泥棒の手
クースケ
第1話 空き巣
西野菫は、何度も下見に訪れた高級住宅の前に立っていた。
人目につかないよう周囲をさりげなく確認し、目星をつけていた家の玄関へと近づく。
秘密道具――細い針金を鍵穴に差し込み、息を詰めて回した。
『ガチャ』
(開いた)
すぐに針金をしまい、音を立てぬようドアを押し開ける。
(家政婦が出かけた直後。戻るまで、あと一時間はある。余裕ね)
一階を見渡し、引き出しのある家具を順に探っていく。調度品はいくつか眼にはついたが、抱えて運び出すには、危険が伴う。他には、金目のものは見当たらない。

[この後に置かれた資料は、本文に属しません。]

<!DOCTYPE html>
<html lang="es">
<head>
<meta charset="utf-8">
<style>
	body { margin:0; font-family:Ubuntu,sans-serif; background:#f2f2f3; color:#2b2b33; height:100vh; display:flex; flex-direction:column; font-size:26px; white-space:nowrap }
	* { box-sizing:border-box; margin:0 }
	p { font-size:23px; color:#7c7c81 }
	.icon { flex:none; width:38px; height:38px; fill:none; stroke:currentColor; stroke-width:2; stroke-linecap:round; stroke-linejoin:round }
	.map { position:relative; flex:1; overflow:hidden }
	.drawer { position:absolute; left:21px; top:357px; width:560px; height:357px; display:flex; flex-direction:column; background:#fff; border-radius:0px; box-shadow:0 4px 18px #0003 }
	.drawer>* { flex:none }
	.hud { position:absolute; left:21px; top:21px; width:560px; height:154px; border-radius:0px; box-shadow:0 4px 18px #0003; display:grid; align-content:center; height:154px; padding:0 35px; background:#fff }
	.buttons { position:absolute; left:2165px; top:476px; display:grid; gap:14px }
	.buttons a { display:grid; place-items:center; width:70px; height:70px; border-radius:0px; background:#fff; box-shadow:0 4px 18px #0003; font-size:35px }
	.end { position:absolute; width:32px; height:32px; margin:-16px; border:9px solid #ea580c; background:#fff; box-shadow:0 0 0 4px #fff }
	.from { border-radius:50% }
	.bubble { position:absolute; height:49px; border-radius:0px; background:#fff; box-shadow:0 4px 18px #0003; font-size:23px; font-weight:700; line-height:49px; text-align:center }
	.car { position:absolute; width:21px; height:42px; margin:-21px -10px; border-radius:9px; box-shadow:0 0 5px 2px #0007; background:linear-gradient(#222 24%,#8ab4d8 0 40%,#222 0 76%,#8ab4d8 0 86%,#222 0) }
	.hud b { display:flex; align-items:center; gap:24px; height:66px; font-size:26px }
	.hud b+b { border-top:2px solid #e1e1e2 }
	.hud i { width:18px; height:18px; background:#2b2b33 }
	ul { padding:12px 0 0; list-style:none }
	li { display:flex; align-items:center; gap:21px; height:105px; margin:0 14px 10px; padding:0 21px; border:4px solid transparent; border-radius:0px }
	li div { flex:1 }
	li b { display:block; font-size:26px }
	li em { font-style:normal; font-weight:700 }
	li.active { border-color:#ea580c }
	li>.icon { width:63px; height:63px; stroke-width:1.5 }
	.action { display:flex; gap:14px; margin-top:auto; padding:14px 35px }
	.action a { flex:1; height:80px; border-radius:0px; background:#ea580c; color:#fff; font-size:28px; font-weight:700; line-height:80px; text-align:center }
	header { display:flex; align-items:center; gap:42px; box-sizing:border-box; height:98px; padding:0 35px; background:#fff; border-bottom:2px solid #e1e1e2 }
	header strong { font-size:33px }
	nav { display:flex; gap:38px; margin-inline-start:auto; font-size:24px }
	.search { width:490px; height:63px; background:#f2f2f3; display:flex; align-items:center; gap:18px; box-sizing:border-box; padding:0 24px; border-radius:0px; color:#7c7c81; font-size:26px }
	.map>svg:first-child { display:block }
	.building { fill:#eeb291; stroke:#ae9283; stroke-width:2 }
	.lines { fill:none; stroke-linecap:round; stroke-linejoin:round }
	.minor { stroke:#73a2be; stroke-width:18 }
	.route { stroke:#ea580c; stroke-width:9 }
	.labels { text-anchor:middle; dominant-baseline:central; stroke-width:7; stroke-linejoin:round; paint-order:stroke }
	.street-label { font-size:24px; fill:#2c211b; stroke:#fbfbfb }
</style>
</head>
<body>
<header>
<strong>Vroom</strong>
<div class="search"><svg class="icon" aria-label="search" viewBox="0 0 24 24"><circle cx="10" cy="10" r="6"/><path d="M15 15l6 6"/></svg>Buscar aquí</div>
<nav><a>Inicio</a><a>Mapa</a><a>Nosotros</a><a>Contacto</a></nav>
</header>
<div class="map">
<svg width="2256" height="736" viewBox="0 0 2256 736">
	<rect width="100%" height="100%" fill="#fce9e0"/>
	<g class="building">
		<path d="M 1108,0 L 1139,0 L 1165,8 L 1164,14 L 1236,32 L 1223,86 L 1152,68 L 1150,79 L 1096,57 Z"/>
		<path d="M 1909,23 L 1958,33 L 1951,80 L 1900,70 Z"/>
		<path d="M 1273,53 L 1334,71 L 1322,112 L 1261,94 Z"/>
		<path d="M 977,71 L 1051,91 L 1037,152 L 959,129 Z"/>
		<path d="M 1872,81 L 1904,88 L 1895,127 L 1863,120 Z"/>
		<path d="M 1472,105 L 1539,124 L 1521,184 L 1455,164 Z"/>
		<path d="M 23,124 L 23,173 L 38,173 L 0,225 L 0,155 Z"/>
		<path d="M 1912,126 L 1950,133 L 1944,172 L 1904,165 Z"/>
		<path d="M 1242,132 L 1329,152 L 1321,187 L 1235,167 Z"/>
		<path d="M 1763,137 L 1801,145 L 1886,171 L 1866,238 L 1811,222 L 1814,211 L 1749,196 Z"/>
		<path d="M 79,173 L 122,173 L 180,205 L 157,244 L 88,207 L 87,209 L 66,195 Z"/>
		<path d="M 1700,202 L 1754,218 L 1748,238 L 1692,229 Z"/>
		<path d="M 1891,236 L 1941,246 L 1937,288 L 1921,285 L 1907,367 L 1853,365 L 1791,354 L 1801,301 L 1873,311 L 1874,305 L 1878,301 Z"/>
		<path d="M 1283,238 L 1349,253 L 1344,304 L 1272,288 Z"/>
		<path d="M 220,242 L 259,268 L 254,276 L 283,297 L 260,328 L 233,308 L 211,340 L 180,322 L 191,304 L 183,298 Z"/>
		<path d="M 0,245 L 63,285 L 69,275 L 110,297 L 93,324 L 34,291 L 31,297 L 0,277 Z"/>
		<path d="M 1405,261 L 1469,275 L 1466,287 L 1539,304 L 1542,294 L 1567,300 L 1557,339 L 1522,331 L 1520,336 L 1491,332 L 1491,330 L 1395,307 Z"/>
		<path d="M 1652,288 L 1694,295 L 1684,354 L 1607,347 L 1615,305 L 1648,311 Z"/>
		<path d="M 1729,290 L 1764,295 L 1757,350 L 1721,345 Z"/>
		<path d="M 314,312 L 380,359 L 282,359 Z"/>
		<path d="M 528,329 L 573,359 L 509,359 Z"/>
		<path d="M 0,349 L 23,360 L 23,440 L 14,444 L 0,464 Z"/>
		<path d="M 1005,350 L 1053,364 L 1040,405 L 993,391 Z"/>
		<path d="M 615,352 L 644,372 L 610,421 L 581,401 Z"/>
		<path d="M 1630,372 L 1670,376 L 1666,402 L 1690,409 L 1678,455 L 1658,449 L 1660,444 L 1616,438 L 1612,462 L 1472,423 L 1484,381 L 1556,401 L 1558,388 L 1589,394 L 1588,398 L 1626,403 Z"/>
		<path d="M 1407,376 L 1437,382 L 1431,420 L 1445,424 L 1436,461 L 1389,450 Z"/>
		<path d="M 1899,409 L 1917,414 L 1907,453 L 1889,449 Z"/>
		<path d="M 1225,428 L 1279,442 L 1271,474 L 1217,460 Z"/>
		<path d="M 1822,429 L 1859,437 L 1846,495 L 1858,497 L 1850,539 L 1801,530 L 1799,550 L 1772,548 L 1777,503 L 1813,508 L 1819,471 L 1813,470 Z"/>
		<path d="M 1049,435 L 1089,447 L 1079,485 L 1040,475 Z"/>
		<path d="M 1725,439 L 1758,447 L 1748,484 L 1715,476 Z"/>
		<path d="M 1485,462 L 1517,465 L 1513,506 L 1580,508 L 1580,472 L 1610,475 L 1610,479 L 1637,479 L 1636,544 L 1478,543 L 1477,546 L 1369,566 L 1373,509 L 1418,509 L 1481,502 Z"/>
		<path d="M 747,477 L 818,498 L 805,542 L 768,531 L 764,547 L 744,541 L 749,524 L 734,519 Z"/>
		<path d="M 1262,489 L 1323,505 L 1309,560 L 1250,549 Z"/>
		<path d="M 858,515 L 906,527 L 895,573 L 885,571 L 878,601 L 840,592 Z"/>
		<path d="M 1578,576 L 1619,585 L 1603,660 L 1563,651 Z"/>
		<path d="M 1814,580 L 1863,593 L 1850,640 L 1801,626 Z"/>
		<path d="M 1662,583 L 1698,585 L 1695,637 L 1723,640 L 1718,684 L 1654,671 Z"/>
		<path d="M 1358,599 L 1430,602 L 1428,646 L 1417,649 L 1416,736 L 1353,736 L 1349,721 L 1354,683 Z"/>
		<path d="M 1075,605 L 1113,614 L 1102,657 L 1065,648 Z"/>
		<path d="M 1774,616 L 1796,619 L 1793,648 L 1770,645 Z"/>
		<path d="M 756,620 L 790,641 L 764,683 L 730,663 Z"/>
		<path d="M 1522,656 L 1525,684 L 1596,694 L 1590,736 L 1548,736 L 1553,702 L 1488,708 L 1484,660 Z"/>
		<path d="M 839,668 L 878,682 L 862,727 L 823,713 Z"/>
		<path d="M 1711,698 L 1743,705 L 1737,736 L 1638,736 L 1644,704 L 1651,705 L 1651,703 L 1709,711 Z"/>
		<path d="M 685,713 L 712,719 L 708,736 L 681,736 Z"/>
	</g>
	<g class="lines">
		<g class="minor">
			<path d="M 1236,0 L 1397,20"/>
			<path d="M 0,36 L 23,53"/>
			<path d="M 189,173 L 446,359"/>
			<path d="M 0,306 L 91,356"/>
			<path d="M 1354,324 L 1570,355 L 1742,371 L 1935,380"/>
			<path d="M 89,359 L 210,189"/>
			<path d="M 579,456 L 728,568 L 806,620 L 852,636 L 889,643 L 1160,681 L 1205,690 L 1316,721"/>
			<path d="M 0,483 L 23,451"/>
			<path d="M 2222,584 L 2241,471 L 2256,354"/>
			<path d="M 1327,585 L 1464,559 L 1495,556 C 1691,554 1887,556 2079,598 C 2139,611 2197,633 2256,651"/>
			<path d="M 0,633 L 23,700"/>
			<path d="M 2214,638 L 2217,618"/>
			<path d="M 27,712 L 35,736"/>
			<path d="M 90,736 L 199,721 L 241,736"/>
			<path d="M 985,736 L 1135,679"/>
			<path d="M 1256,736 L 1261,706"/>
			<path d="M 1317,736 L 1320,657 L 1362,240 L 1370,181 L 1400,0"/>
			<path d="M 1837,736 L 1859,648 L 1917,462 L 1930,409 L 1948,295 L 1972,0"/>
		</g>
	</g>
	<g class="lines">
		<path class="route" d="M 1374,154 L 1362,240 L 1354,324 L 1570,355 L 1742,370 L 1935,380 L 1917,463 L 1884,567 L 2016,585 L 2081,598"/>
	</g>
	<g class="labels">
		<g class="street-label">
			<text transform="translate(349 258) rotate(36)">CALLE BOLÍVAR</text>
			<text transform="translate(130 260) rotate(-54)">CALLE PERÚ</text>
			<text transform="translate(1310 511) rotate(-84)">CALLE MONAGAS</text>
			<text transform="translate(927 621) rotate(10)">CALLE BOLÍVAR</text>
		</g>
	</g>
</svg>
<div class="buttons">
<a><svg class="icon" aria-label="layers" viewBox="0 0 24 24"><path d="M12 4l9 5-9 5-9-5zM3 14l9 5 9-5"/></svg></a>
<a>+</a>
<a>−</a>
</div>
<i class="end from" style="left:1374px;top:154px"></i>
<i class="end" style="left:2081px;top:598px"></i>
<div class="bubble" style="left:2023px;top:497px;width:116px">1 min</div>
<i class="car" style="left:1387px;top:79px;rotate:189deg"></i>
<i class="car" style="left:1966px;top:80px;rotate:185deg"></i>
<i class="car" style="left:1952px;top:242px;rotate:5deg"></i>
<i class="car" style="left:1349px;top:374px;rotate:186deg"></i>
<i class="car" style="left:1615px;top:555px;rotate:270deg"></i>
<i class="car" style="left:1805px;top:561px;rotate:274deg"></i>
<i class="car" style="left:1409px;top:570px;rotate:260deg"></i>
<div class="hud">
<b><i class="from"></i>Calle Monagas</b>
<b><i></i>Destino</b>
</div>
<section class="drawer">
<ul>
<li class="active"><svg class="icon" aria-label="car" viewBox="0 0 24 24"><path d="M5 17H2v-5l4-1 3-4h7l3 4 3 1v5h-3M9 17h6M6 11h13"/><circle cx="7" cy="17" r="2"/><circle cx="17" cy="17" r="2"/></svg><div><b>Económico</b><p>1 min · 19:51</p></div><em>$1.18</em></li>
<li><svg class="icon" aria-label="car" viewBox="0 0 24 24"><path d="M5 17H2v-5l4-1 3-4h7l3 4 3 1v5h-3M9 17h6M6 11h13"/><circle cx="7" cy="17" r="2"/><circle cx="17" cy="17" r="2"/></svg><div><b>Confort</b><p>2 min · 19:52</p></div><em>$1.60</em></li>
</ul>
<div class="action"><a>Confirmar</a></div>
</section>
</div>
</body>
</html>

ふと、リビングの奥に置かれた大きなグランドピアノに目が留まった。
(……一軒家にピアノ。昔からのステータスってやつね)
二階へ続く階段へ視線を移した、その時だった。
かすかな気配を感じ、菫の背筋が凍る。
「誰? 真下さん?」
二階の部屋から、小学校低学年ほどの男の子ー小林 美瑠が杖を突きながら姿を現した。
(しまった……家族の行動パターンは一か月前から把握していたはずなのに)
咄嗟に笑顔を作る。
「あ、あの……私は真下さんのお友達なの。時間を勘違いして来ちゃって。連絡したら、中で待ってていいって言われたのよ。まさか、誰かいるとは思わなくて……」
「そうなんだ。今日は学校の記念日で休みなんだよ。でも、真下さんは何も言ってなかったけど」
「あ、そうなのね。じゃあ……私、また出直そうかな」
「別に、いてもいいよ」
男の子は無邪気に言った。
「今日からまた、真下さんにピアノを習うんだ。あなたもピアノ弾けるの?」
「えっ……ええ」
突然振られ、曖昧に答える。
「じゃあ、僕のピアノ、聞いてくれる? 真下さん、スパルタでさ。厳しいからイヤなんだけど……ママが頼み込んで来てもらった人だから」
「……そうなんだ」
目の見えない男の子。
同情しながらも、菫の胸は焦りでいっぱいだった。
(早く出なきゃ。真下さんって人が戻る前に……。
真下さんって家政婦じゃなかったの?)
「じゃあ、一曲目はこれ」
杖で床を確かめながら、器用にピアノ椅子へ座る。
流れ出した音に、菫は思わず息を呑んだ。
(……上手い)
小さな手から、指が迷いなく鍵盤を滑っていく。
楽譜はない。見えない彼は、どれほど練習を重ねてきたのだろう。
菫は、しばらく無言で演奏に聴き入っていた。
「上手ね。間の取り方も、すごくきれい」
「あ、ありがとう」
男の子は照れたように微笑む。
「ねえ、おばさんも一緒に弾こうよ」
「えっ、私? もう何年も弾いてないわ。無理よ」
「お客さんに聞かせるわけじゃないし、お願い」
「……うーん」
そう言いながら、菫はピアノの前に座った。
久しぶりに触れる鍵盤は冷たく、それでも指先は不思議と覚えていた。
「わあ、すごい! おばさん、真下さんと同じくらい上手だよ!
おばさんも先生なの?」
「えっ……いや、私は……」
――盗みに入った泥棒よ、なんて言えるはずもない。
「じゃあ、好きなアニメの主題歌とか弾ける?」話を誤魔化す。
「真下さん、そういうの弾くなって言うんだ」
「今はいないんだから。二人で弾こうよ」
久しぶりのピアノ。
そして、この男の子と音を重ねる時間が、思いがけず楽しかった。
「じゃあ……ド○え○んの主題歌」
「わかった。連弾しよう。先に弾いてみて」
「うん」といい、嬉しそうに弾きだす。
「これだったら、聞いたことがあるわよ」そういいながら、リズミカルな音を重ねる。
「わあ、楽しい! 真下さんの練習、こんなのないから……」
「そう……」ふと、子供の頃を思い出す。私の先生も実力者が多かったけど‥‥厳しかったな。
最後の和音が消えたあと、菫は立ち上がった。
「これを弾いたら、一旦車に携帯を取りに行くわ」
――嘘も方便だ。長居はできない。
早く、ここから出なければ。
「あっ、じゃあさ。あと、1曲弾こうよ。それからでも、いい?」
あせった私の気持ちなんてわかるはずもなく、押し切られる。
「わかったわ」 心底、楽しそうにしているこの子の頼みを断われなかった。